**Task objective**: All of the data is to be printed exactly, though the images must be left off.

**Provided material**:

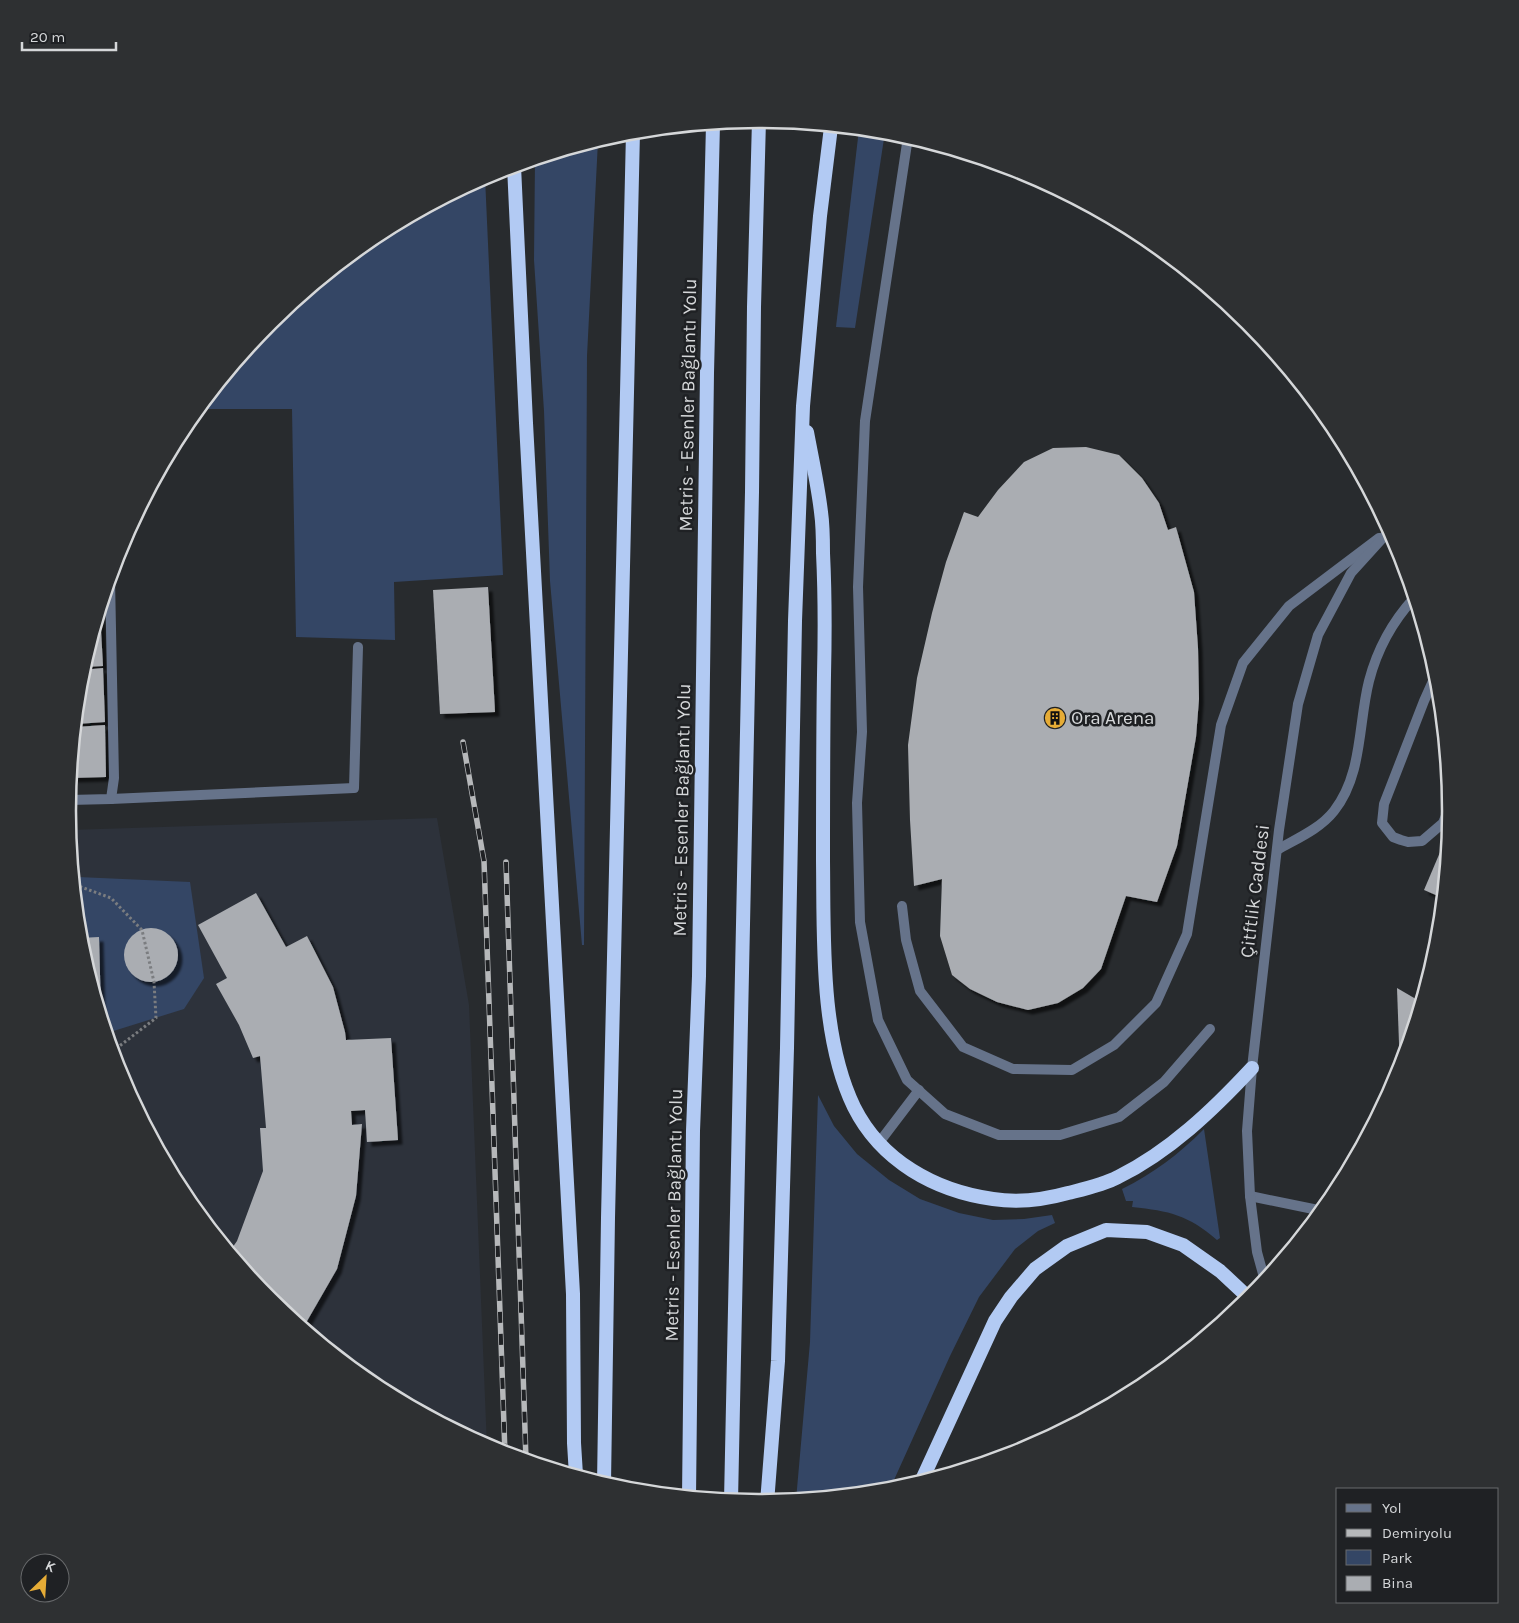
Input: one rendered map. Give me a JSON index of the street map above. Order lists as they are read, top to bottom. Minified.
{"streets":{"highway":["Metris - Esenler Bağlantı Yolu"],"street":["Çitftlik Caddesi"]},"places":{"building":["Ora Arena"]},"legend":["Yol","Demiryolu","Park","Bina"],"scale_bar":"20 m","north":"top right"}
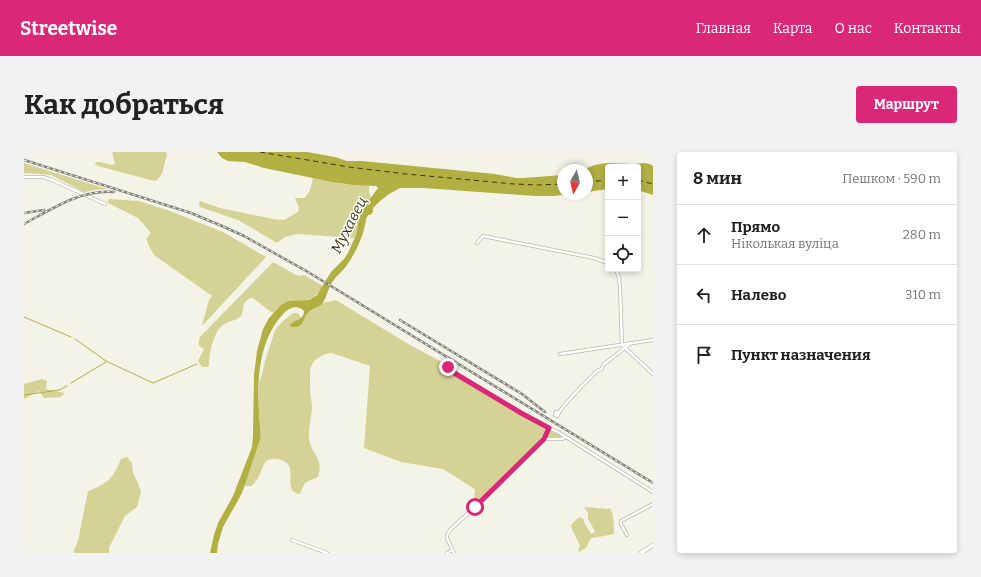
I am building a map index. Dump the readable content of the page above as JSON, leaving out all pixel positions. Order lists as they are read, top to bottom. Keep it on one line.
{"water":["Мухавец"],"north":"bottom","page":{"header":"Streetwise","nav":["Главная","Карта","О нас","Контакты"],"buttons":"Маршрут","title":"Как добраться","heading":["8 мин","Пешком · 590 m"],"map_buttons":["+","−"],"list":[["Прямо","Ніколькая вуліца","280 m"],["Налево","310 m"],"Пункт назначения"]}}
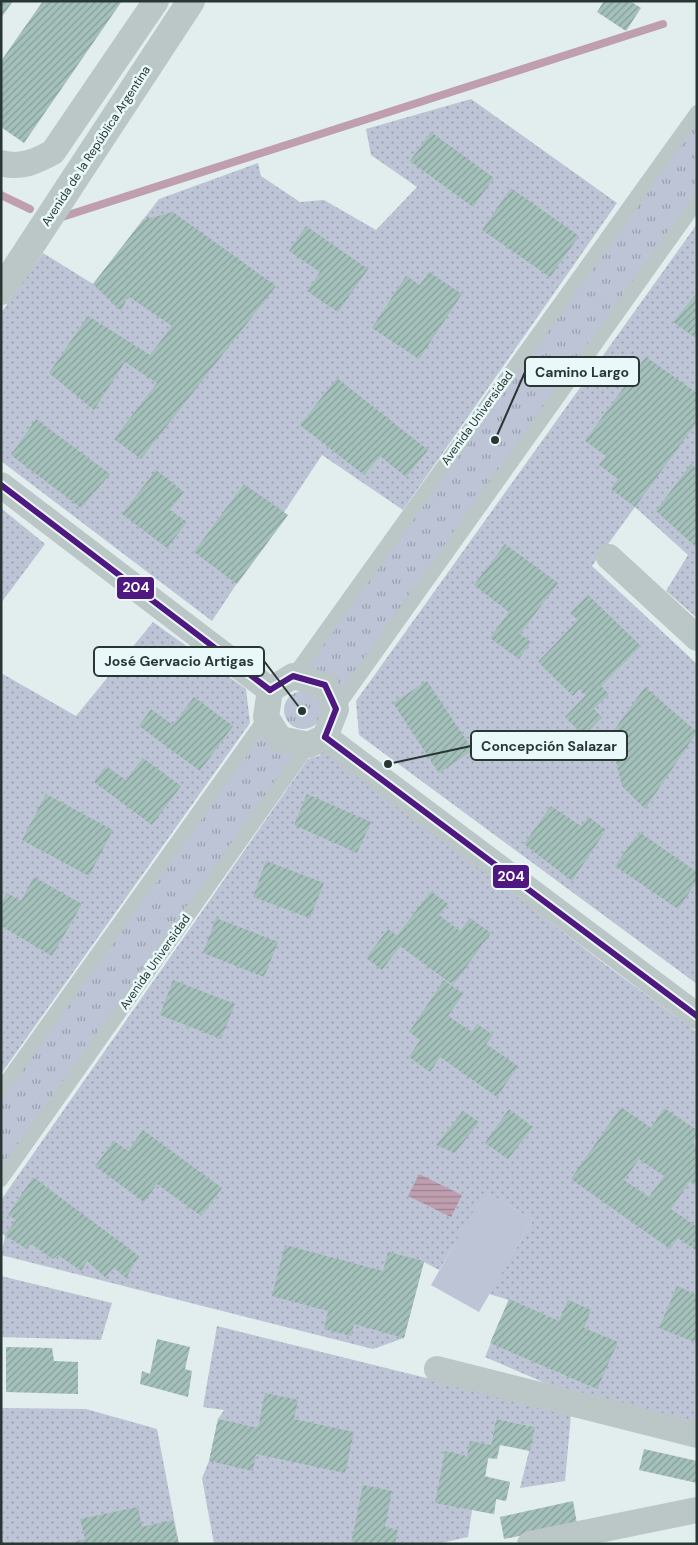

**Result below**:
Input: one rendered map. Give me a JSON index of the street map above. Order lists as they are read, top to bottom. Minified.
{"streets":{"highway":["Metris - Esenler Bağlantı Yolu"],"street":["Çitftlik Caddesi"]},"places":{"building":["Ora Arena"]},"legend":["Yol","Demiryolu","Park","Bina"],"scale_bar":"20 m","north":"top right"}
I am building a map index. Dump the readable content of the page above as JSON, leaving out all pixel positions. Order lists as they are read, top to bottom. Keep it on one line.
{"water":["Мухавец"],"north":"bottom","page":{"header":"Streetwise","nav":["Главная","Карта","О нас","Контакты"],"buttons":"Маршрут","title":"Как добраться","heading":["8 мин","Пешком · 590 m"],"map_buttons":["+","−"],"list":[["Прямо","Ніколькая вуліца","280 m"],["Налево","310 m"],"Пункт назначения"]}}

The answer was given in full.